§ **EXERCISE REQUIREMENTS**
Report each line of the data that has "inset" somewhere in it.

--- RAW DATA ---

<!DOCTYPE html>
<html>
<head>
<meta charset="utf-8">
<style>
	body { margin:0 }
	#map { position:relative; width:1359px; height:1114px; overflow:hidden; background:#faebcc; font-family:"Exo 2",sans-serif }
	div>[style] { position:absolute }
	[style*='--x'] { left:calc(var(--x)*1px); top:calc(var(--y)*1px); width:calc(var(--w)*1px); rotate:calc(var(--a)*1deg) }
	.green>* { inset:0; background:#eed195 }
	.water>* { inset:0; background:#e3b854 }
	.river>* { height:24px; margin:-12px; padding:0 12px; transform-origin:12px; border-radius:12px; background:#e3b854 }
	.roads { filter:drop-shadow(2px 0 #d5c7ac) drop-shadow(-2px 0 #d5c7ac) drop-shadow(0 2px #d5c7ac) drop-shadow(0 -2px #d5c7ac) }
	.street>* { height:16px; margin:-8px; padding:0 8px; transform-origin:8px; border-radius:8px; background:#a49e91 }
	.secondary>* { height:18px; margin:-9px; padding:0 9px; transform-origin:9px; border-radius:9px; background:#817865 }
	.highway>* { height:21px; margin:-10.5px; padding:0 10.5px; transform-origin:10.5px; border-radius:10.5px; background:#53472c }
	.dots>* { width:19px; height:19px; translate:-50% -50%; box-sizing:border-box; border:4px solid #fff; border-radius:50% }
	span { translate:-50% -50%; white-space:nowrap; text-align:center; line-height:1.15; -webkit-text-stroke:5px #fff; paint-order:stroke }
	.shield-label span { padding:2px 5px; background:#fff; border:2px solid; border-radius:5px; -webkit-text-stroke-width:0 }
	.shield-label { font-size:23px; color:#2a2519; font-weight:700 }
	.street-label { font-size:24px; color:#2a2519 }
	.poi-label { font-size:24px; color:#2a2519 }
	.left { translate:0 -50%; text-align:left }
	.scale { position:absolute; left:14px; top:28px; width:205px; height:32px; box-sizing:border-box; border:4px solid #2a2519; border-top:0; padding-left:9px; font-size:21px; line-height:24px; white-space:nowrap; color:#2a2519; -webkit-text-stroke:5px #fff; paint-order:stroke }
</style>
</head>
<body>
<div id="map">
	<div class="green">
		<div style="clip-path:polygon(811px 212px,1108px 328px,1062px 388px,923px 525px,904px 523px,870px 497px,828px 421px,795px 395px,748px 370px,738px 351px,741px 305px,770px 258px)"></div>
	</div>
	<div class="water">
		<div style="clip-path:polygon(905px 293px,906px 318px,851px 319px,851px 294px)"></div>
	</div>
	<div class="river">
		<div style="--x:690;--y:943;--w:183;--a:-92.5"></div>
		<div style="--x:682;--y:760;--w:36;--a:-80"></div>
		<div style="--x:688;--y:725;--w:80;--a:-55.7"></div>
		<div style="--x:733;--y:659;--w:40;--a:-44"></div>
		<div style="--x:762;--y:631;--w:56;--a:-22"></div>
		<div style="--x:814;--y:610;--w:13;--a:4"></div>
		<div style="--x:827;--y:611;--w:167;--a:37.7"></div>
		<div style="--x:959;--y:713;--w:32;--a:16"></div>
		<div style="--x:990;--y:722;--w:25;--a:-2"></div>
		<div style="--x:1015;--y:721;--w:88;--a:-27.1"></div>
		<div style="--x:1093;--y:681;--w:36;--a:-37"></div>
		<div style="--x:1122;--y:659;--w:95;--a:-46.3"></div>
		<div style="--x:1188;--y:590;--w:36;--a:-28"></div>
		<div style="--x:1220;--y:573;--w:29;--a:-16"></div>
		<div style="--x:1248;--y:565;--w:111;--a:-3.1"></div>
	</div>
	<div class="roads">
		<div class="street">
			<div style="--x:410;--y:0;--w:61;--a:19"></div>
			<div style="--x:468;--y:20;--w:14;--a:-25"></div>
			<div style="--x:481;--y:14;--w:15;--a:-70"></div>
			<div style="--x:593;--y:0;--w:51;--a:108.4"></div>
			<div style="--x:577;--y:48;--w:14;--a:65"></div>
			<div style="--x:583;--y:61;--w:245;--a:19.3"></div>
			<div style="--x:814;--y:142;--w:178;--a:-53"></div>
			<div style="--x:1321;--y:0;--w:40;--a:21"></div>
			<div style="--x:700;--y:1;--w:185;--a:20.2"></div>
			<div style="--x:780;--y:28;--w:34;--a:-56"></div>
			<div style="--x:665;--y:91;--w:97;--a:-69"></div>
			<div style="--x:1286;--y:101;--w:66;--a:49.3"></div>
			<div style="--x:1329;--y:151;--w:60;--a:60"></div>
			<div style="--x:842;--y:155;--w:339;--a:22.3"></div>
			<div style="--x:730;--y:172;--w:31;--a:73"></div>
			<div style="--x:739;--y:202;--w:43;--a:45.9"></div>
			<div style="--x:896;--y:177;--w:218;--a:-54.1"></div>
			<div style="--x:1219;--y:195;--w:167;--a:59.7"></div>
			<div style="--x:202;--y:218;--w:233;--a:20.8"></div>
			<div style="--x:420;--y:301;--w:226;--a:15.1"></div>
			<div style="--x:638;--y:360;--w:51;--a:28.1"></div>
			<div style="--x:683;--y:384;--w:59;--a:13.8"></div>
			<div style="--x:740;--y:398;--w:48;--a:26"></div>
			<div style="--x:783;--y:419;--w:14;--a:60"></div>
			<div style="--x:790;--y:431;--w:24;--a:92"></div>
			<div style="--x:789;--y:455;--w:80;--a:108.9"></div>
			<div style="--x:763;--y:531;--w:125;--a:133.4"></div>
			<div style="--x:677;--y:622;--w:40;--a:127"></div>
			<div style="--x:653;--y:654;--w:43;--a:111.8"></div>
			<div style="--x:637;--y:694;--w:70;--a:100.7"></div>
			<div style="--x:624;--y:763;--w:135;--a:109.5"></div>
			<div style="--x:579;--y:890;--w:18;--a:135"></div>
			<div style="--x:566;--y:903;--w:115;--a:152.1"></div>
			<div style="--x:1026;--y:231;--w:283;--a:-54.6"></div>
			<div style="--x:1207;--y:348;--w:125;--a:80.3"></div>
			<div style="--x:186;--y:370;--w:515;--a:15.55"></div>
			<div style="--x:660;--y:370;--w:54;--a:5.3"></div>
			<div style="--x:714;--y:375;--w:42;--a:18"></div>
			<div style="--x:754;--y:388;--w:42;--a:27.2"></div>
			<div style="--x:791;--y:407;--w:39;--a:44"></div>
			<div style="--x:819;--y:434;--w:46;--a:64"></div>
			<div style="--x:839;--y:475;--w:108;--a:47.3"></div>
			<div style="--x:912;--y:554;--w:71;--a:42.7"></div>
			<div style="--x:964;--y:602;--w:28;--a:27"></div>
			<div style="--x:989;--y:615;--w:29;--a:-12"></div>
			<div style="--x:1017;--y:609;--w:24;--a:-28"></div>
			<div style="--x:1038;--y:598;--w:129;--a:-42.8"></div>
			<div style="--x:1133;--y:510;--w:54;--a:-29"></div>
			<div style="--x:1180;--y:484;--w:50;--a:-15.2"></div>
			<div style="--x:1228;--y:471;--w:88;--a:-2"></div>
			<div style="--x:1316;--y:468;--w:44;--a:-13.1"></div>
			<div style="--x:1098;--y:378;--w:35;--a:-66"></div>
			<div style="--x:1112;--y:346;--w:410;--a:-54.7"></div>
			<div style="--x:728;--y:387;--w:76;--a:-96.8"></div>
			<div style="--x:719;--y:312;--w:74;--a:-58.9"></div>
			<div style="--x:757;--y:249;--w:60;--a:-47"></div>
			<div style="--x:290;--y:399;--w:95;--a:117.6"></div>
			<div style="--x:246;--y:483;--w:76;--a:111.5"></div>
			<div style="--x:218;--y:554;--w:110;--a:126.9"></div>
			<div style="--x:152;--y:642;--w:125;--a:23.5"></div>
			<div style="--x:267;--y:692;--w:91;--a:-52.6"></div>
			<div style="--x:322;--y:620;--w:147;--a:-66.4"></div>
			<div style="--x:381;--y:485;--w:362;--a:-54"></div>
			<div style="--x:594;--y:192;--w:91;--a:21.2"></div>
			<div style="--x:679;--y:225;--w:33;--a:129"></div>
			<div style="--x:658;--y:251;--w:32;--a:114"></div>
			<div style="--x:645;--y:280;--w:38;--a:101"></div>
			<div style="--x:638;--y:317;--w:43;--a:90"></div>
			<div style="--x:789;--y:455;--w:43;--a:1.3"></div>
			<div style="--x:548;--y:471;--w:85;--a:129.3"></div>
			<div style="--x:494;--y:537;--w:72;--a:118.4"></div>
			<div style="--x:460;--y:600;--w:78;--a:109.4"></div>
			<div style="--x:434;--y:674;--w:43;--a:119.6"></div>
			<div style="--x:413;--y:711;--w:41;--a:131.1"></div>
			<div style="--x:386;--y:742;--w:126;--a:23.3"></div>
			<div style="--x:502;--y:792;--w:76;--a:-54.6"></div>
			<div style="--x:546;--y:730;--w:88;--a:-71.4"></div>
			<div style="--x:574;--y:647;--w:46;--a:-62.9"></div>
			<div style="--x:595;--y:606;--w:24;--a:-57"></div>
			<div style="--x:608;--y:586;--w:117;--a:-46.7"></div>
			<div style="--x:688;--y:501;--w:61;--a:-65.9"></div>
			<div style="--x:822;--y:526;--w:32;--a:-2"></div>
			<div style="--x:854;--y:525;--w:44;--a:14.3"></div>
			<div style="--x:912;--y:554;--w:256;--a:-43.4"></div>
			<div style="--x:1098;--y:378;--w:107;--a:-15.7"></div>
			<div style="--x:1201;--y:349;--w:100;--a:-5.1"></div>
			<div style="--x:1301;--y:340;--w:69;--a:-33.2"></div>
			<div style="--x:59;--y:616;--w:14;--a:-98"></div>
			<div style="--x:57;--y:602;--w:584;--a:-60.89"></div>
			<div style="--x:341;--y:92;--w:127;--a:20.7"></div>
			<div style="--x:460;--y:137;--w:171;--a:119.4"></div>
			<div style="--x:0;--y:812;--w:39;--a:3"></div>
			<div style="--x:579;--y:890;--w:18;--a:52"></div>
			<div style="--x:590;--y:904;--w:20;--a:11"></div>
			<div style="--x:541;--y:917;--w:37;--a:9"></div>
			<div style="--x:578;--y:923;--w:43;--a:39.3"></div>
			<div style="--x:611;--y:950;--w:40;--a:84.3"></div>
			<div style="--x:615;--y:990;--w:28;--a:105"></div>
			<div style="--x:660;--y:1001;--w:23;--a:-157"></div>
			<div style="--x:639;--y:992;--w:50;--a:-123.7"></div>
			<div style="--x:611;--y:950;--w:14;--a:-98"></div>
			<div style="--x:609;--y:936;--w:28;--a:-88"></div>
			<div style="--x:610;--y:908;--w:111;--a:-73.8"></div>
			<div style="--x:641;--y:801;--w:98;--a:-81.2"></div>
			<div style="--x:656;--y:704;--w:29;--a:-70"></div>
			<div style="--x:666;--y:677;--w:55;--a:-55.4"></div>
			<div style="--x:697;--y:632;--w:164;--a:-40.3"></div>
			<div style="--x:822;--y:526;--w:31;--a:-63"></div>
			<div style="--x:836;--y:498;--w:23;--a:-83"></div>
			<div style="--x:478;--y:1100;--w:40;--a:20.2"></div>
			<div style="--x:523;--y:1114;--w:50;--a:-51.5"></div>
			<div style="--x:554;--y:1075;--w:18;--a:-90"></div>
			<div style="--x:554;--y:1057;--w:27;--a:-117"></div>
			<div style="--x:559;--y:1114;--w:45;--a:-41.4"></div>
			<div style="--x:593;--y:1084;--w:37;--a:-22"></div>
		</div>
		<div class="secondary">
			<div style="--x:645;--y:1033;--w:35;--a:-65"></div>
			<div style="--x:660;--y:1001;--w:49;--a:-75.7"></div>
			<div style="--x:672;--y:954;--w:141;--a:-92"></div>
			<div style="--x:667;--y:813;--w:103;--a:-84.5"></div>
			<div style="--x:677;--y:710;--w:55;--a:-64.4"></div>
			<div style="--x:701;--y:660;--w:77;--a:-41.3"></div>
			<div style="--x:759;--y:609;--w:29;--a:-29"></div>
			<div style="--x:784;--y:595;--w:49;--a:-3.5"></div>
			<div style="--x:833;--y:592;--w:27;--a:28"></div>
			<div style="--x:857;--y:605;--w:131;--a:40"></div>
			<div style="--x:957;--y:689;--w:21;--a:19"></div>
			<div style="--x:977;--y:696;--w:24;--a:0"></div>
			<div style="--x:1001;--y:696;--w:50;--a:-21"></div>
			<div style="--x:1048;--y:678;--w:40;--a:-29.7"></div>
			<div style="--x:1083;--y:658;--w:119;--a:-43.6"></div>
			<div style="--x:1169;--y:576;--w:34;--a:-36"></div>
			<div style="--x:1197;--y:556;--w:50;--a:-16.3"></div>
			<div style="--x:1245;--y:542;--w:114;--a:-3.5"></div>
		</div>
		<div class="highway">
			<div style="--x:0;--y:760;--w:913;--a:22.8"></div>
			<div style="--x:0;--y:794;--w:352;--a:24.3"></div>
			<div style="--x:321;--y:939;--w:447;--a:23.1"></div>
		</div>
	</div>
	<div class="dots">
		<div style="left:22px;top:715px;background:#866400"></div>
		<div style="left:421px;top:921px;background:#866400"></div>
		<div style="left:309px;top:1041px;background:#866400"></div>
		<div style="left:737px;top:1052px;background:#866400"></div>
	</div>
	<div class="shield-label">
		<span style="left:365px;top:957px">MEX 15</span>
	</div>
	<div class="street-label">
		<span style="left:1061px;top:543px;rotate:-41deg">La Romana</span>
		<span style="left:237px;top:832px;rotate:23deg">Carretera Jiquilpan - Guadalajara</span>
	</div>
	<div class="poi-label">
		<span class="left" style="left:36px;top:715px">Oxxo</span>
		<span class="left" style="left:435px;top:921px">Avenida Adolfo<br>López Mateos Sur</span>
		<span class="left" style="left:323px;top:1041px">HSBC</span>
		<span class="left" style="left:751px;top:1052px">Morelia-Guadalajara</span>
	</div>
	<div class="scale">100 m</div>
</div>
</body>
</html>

---

§ **RESULT OF THIS TASK**
	.green>* { inset:0; background:#eed195 }
	.water>* { inset:0; background:#e3b854 }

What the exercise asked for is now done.